It’s happened once again, folks.
A client has asked for a discount on her very first project — claiming that she’ll make it up by giving me more work in the future.
Oh, and this person asked for a discount after I’d finished editing her work and bringing it in under the amount we’d first agreed upon.
Should I give a discount to my clients?
What’s wrong with discounts?
- The client wants to try YOU out. There is no benefit to you.
- There is no guarantee of future work and, even if there was, why shouldn’t you make your usual rate? If a client wants your work, shouldn’t you be compensated fairly for your time? Again, no benefit to you.
- Discounts mean you will make less than your fee. Now, that’s OK to offer a client who’s been with you for a while.
There’s an interesting wrinkle to this story.
When I first bid the project, I bid a flat rate. The client actually sounded relieved that it would only cost that much.
When the client came back with some additional requests, having approved what I’d video edited, I gave her a price on each one, explaining exactly how long it would take me and what my hourly rate is. I charged her in 15-minute increments for this new work. I believed mine to be a thoughtful and money-saving response.
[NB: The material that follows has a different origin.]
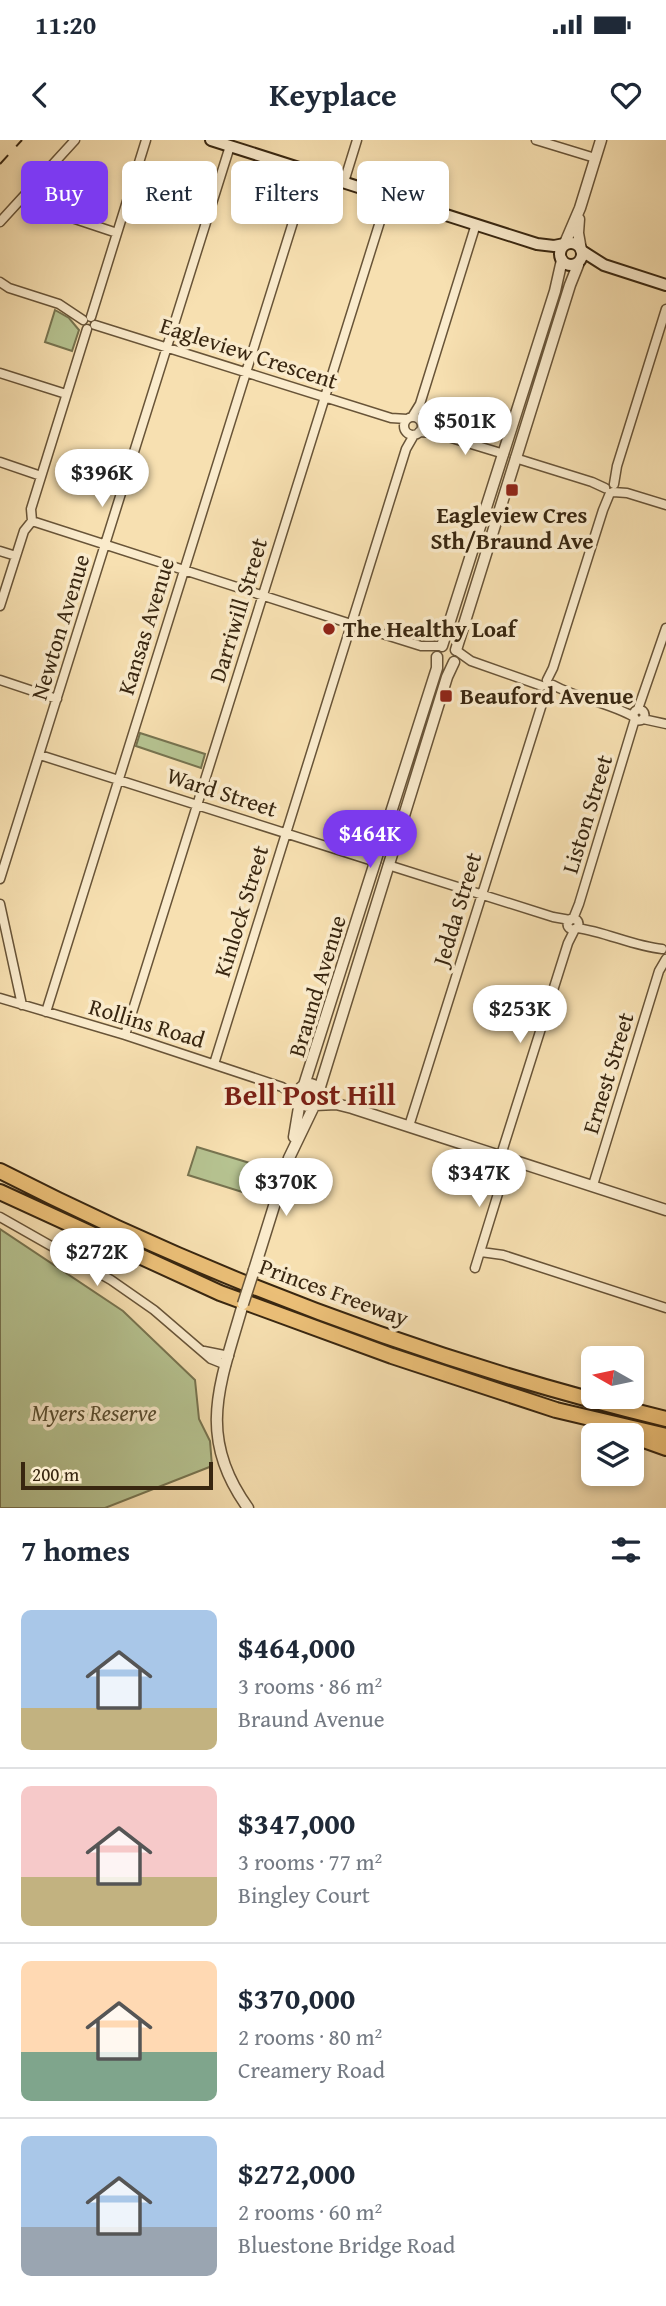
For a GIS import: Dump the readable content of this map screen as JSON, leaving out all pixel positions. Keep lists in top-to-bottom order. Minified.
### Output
{"streets":{"highway":["Princes Freeway"],"street":["Eagleview Crescent","Darriwill Street","Kansas Avenue","Newton Avenue","Ward Street","Liston Street","Jedda Street","Kinlock Street","Braund Avenue","Rollins Road","Ernest Street"]},"crossings":[["Eagleview Crescent","Darriwill Street"],["Eagleview Crescent","Kansas Avenue"],["Eagleview Crescent","Newton Avenue"],["Eagleview Crescent","Kinlock Street"],["Darriwill Street","Ward Street"],["Darriwill Street","Rollins Road"],["Kansas Avenue","Ward Street"],["Kansas Avenue","Rollins Road"],["Newton Avenue","Ward Street"],["Ward Street","Liston Street"],["Ward Street","Jedda Street"],["Ward Street","Kinlock Street"],["Ward Street","Braund Avenue"],["Ward Street","Ernest Street"],["Kinlock Street","Rollins Road"],["Braund Avenue","Rollins Road"]],"districts":["Bell Post Hill"],"parks":["Myers Reserve"],"places":{"transit":["Eagleview Cres Sth/Braund Ave","Beauford Avenue"],"other":["The Healthy Loaf"]},"scale_bar":"200 m","north":"left","page":{"status":"11:20","header":"Keyplace","chip":["Buy","Rent","Filters","New"],"price":["$501K","$396K","$464K","$253K","$347K","$370K","$272K"],"scale":"200 m","heading":"7 homes","list":[{"name":"$464,000","note":"3 rooms · 86 m² · Braund Avenue"},{"name":"$347,000","note":"3 rooms · 77 m² · Bingley Court"},{"name":"$370,000","note":"2 rooms · 80 m² · Creamery Road"},{"name":"$272,000","note":"2 rooms · 60 m² · Bluestone Bridge Road"}]}}
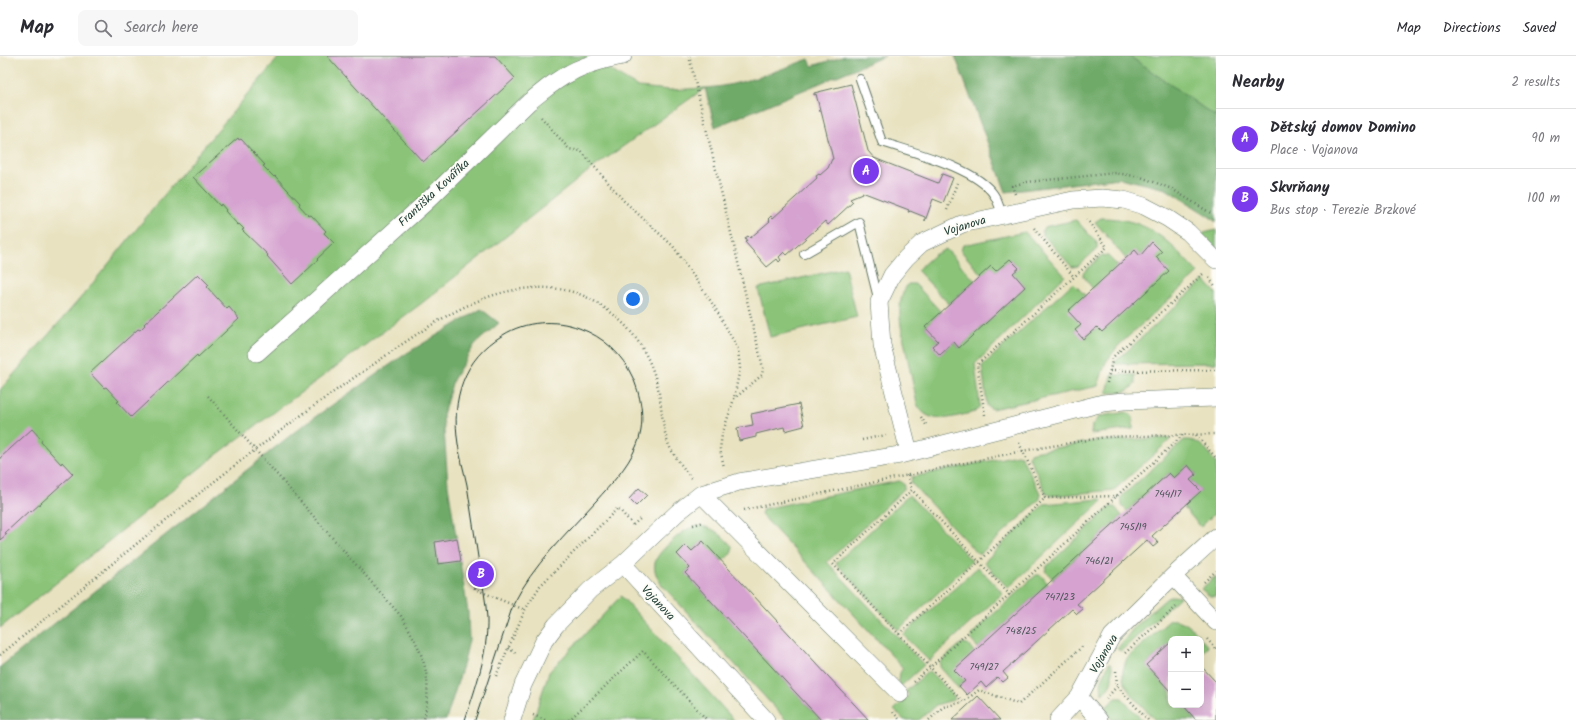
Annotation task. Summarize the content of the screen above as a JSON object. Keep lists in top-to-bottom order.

Which also took me at least half an hour (unbillable) to write out for her.
Discounts: Perception is everything
Apparently some clients, especially ones who live in a small town, go berserk when they become aware of a fair hourly rate. They expect everyone around them to make $25 to $50 per hour, not $100 and over — even though living in a small town is usually no less expensive than living in a major metropolitan city except for, perhaps, the expenses of gas and car wear and tear.
So, yes, this woman really reacted strongly to my hourly rate, $100. Even though it had saved her money so far.
Even though I spend most of my time in a small town, the government, my hardware and software vendors, and utility companies really don’t care where I live when they charge me for products and services. I pay the same as any big- or small-city business person for health insurance, self-employment tax, computer and software expenses (roughly $3,000 per year), office supplies, office overhead, continuing education, and many other items and hours that I can’t bill directly to anyone.
So, I wrote back right away, explaining that I couldn’t give a discount at this time. Did she still want me to proceed, and on which parts of the project?
I haven’t heard from her, and it’s now been more than a week. I consider this more than rude. It took more than a month to hear from her, and I wasn’t able to help her out at that time.
So, yes, I did get to try out this client before engaging in a larger project. Thank goodness.
I’ll leave you with this thought. Would you ask your plumber, lawn care service, or Lowe’s for a discount that wasn’t offered initially? So why do so many people believe it’s OK to ask someone with a computer and mad skills for a discount?
Somewhere, deep down, these folks believe that they, their nephew, or neighbor’s cousin’s girlfriend can do the same job you can — or at least one that’s very close. Some callers even say as much. And to that I say, then why did you call me?
The process of educating people never ends, but I may need to leave it to the locals and return to the Big City.